#### What is expected:
Before anything else, copy every record below exactly as it stands.

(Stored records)
------------------------------

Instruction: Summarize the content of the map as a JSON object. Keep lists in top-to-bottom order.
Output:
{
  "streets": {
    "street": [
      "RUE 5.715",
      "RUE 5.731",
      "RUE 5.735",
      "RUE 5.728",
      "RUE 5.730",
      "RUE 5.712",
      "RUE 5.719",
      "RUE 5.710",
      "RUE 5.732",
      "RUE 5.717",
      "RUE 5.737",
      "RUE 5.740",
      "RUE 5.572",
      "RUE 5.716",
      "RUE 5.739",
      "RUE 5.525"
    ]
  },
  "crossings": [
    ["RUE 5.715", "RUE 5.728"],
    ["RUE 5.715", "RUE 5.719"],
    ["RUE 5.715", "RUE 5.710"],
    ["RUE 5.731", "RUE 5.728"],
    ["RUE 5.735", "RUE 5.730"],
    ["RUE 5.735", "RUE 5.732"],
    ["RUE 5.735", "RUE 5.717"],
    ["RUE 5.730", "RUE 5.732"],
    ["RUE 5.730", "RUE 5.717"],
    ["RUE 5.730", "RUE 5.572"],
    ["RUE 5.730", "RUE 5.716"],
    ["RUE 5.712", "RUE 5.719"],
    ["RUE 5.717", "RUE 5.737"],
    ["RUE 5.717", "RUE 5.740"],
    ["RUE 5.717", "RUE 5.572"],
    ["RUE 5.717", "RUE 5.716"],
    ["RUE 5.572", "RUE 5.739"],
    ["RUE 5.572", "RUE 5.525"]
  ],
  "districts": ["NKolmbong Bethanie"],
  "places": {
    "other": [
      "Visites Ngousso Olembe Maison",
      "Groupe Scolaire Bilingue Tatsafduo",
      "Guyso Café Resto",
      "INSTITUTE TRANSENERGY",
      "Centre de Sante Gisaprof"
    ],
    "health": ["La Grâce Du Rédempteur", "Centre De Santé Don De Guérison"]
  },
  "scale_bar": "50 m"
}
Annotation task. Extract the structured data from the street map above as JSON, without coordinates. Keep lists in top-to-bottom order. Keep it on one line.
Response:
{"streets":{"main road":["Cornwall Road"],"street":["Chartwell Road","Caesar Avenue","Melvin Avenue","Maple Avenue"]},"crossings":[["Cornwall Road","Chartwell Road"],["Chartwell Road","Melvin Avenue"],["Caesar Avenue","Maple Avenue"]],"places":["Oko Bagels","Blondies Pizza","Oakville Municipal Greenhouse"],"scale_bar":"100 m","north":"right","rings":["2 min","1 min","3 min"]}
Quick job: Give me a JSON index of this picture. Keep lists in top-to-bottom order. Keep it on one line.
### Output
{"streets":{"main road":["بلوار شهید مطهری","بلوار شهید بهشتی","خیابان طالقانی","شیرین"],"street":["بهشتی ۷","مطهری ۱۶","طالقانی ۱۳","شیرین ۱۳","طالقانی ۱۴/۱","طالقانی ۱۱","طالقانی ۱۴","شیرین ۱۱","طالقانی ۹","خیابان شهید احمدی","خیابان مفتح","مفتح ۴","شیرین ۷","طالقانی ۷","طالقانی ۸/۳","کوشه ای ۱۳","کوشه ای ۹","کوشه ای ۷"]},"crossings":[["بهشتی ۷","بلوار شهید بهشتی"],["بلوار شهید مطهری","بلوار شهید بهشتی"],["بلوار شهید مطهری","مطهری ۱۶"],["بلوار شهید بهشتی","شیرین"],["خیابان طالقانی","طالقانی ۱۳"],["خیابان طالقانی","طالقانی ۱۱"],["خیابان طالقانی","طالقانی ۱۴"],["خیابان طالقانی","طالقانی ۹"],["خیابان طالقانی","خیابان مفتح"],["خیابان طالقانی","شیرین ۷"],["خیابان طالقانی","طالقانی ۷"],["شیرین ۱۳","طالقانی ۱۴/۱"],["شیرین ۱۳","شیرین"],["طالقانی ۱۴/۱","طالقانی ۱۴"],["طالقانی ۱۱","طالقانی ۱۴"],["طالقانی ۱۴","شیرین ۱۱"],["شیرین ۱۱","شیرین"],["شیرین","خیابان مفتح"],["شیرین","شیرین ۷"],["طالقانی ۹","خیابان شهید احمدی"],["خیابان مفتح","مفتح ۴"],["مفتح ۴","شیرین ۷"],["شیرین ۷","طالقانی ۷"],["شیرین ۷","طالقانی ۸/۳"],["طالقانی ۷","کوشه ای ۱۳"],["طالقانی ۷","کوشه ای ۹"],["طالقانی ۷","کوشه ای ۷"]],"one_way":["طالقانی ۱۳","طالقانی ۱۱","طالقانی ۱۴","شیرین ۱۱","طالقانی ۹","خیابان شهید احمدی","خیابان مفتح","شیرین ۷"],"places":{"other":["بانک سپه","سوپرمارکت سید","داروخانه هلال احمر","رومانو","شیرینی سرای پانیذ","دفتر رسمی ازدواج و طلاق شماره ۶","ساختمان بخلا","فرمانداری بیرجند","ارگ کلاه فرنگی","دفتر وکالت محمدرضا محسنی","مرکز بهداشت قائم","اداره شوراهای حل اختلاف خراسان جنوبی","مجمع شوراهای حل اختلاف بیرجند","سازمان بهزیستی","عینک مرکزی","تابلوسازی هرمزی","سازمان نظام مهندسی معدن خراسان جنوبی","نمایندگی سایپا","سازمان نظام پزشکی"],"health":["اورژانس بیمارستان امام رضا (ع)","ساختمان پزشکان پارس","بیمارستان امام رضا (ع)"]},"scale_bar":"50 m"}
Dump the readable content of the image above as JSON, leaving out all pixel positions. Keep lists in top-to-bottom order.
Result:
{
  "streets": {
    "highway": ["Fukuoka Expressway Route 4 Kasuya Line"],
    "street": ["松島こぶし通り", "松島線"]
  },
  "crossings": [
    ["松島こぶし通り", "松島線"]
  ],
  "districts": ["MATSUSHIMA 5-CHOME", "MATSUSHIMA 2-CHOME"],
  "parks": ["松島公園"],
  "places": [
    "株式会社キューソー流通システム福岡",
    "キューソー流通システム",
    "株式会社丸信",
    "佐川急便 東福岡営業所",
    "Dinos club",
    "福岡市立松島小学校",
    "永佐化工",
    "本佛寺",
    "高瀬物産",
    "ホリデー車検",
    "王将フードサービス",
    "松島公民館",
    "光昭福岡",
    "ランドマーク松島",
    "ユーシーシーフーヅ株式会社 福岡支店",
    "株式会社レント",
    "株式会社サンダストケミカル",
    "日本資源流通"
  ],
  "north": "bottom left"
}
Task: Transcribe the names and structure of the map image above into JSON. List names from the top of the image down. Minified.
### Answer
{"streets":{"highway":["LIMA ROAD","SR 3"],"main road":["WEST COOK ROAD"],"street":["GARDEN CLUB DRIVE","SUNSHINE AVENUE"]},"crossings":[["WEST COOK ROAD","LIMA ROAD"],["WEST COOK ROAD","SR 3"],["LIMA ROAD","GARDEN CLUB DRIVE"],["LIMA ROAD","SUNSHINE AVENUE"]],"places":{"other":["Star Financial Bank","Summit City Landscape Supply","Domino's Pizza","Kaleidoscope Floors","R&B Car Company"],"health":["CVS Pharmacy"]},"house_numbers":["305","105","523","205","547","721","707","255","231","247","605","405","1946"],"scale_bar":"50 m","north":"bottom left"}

------------------------------

#### The completed task:
Instruction: Summarize the content of the map as a JSON object. Keep lists in top-to-bottom order.
Output:
{
  "streets": {
    "street": [
      "RUE 5.715",
      "RUE 5.731",
      "RUE 5.735",
      "RUE 5.728",
      "RUE 5.730",
      "RUE 5.712",
      "RUE 5.719",
      "RUE 5.710",
      "RUE 5.732",
      "RUE 5.717",
      "RUE 5.737",
      "RUE 5.740",
      "RUE 5.572",
      "RUE 5.716",
      "RUE 5.739",
      "RUE 5.525"
    ]
  },
  "crossings": [
    ["RUE 5.715", "RUE 5.728"],
    ["RUE 5.715", "RUE 5.719"],
    ["RUE 5.715", "RUE 5.710"],
    ["RUE 5.731", "RUE 5.728"],
    ["RUE 5.735", "RUE 5.730"],
    ["RUE 5.735", "RUE 5.732"],
    ["RUE 5.735", "RUE 5.717"],
    ["RUE 5.730", "RUE 5.732"],
    ["RUE 5.730", "RUE 5.717"],
    ["RUE 5.730", "RUE 5.572"],
    ["RUE 5.730", "RUE 5.716"],
    ["RUE 5.712", "RUE 5.719"],
    ["RUE 5.717", "RUE 5.737"],
    ["RUE 5.717", "RUE 5.740"],
    ["RUE 5.717", "RUE 5.572"],
    ["RUE 5.717", "RUE 5.716"],
    ["RUE 5.572", "RUE 5.739"],
    ["RUE 5.572", "RUE 5.525"]
  ],
  "districts": ["NKolmbong Bethanie"],
  "places": {
    "other": [
      "Visites Ngousso Olembe Maison",
      "Groupe Scolaire Bilingue Tatsafduo",
      "Guyso Café Resto",
      "INSTITUTE TRANSENERGY",
      "Centre de Sante Gisaprof"
    ],
    "health": ["La Grâce Du Rédempteur", "Centre De Santé Don De Guérison"]
  },
  "scale_bar": "50 m"
}
Annotation task. Extract the structured data from the street map above as JSON, without coordinates. Keep lists in top-to-bottom order. Keep it on one line.
Response:
{"streets":{"main road":["Cornwall Road"],"street":["Chartwell Road","Caesar Avenue","Melvin Avenue","Maple Avenue"]},"crossings":[["Cornwall Road","Chartwell Road"],["Chartwell Road","Melvin Avenue"],["Caesar Avenue","Maple Avenue"]],"places":["Oko Bagels","Blondies Pizza","Oakville Municipal Greenhouse"],"scale_bar":"100 m","north":"right","rings":["2 min","1 min","3 min"]}
Quick job: Give me a JSON index of this picture. Keep lists in top-to-bottom order. Keep it on one line.
### Output
{"streets":{"main road":["بلوار شهید مطهری","بلوار شهید بهشتی","خیابان طالقانی","شیرین"],"street":["بهشتی ۷","مطهری ۱۶","طالقانی ۱۳","شیرین ۱۳","طالقانی ۱۴/۱","طالقانی ۱۱","طالقانی ۱۴","شیرین ۱۱","طالقانی ۹","خیابان شهید احمدی","خیابان مفتح","مفتح ۴","شیرین ۷","طالقانی ۷","طالقانی ۸/۳","کوشه ای ۱۳","کوشه ای ۹","کوشه ای ۷"]},"crossings":[["بهشتی ۷","بلوار شهید بهشتی"],["بلوار شهید مطهری","بلوار شهید بهشتی"],["بلوار شهید مطهری","مطهری ۱۶"],["بلوار شهید بهشتی","شیرین"],["خیابان طالقانی","طالقانی ۱۳"],["خیابان طالقانی","طالقانی ۱۱"],["خیابان طالقانی","طالقانی ۱۴"],["خیابان طالقانی","طالقانی ۹"],["خیابان طالقانی","خیابان مفتح"],["خیابان طالقانی","شیرین ۷"],["خیابان طالقانی","طالقانی ۷"],["شیرین ۱۳","طالقانی ۱۴/۱"],["شیرین ۱۳","شیرین"],["طالقانی ۱۴/۱","طالقانی ۱۴"],["طالقانی ۱۱","طالقانی ۱۴"],["طالقانی ۱۴","شیرین ۱۱"],["شیرین ۱۱","شیرین"],["شیرین","خیابان مفتح"],["شیرین","شیرین ۷"],["طالقانی ۹","خیابان شهید احمدی"],["خیابان مفتح","مفتح ۴"],["مفتح ۴","شیرین ۷"],["شیرین ۷","طالقانی ۷"],["شیرین ۷","طالقانی ۸/۳"],["طالقانی ۷","کوشه ای ۱۳"],["طالقانی ۷","کوشه ای ۹"],["طالقانی ۷","کوشه ای ۷"]],"one_way":["طالقانی ۱۳","طالقانی ۱۱","طالقانی ۱۴","شیرین ۱۱","طالقانی ۹","خیابان شهید احمدی","خیابان مفتح","شیرین ۷"],"places":{"other":["بانک سپه","سوپرمارکت سید","داروخانه هلال احمر","رومانو","شیرینی سرای پانیذ","دفتر رسمی ازدواج و طلاق شماره ۶","ساختمان بخلا","فرمانداری بیرجند","ارگ کلاه فرنگی","دفتر وکالت محمدرضا محسنی","مرکز بهداشت قائم","اداره شوراهای حل اختلاف خراسان جنوبی","مجمع شوراهای حل اختلاف بیرجند","سازمان بهزیستی","عینک مرکزی","تابلوسازی هرمزی","سازمان نظام مهندسی معدن خراسان جنوبی","نمایندگی سایپا","سازمان نظام پزشکی"],"health":["اورژانس بیمارستان امام رضا (ع)","ساختمان پزشکان پارس","بیمارستان امام رضا (ع)"]},"scale_bar":"50 m"}
Dump the readable content of the image above as JSON, leaving out all pixel positions. Keep lists in top-to-bottom order.
Result:
{
  "streets": {
    "highway": ["Fukuoka Expressway Route 4 Kasuya Line"],
    "street": ["松島こぶし通り", "松島線"]
  },
  "crossings": [
    ["松島こぶし通り", "松島線"]
  ],
  "districts": ["MATSUSHIMA 5-CHOME", "MATSUSHIMA 2-CHOME"],
  "parks": ["松島公園"],
  "places": [
    "株式会社キューソー流通システム福岡",
    "キューソー流通システム",
    "株式会社丸信",
    "佐川急便 東福岡営業所",
    "Dinos club",
    "福岡市立松島小学校",
    "永佐化工",
    "本佛寺",
    "高瀬物産",
    "ホリデー車検",
    "王将フードサービス",
    "松島公民館",
    "光昭福岡",
    "ランドマーク松島",
    "ユーシーシーフーヅ株式会社 福岡支店",
    "株式会社レント",
    "株式会社サンダストケミカル",
    "日本資源流通"
  ],
  "north": "bottom left"
}
Task: Transcribe the names and structure of the map image above into JSON. List names from the top of the image down. Minified.
### Answer
{"streets":{"highway":["LIMA ROAD","SR 3"],"main road":["WEST COOK ROAD"],"street":["GARDEN CLUB DRIVE","SUNSHINE AVENUE"]},"crossings":[["WEST COOK ROAD","LIMA ROAD"],["WEST COOK ROAD","SR 3"],["LIMA ROAD","GARDEN CLUB DRIVE"],["LIMA ROAD","SUNSHINE AVENUE"]],"places":{"other":["Star Financial Bank","Summit City Landscape Supply","Domino's Pizza","Kaleidoscope Floors","R&B Car Company"],"health":["CVS Pharmacy"]},"house_numbers":["305","105","523","205","547","721","707","255","231","247","605","405","1946"],"scale_bar":"50 m","north":"bottom left"}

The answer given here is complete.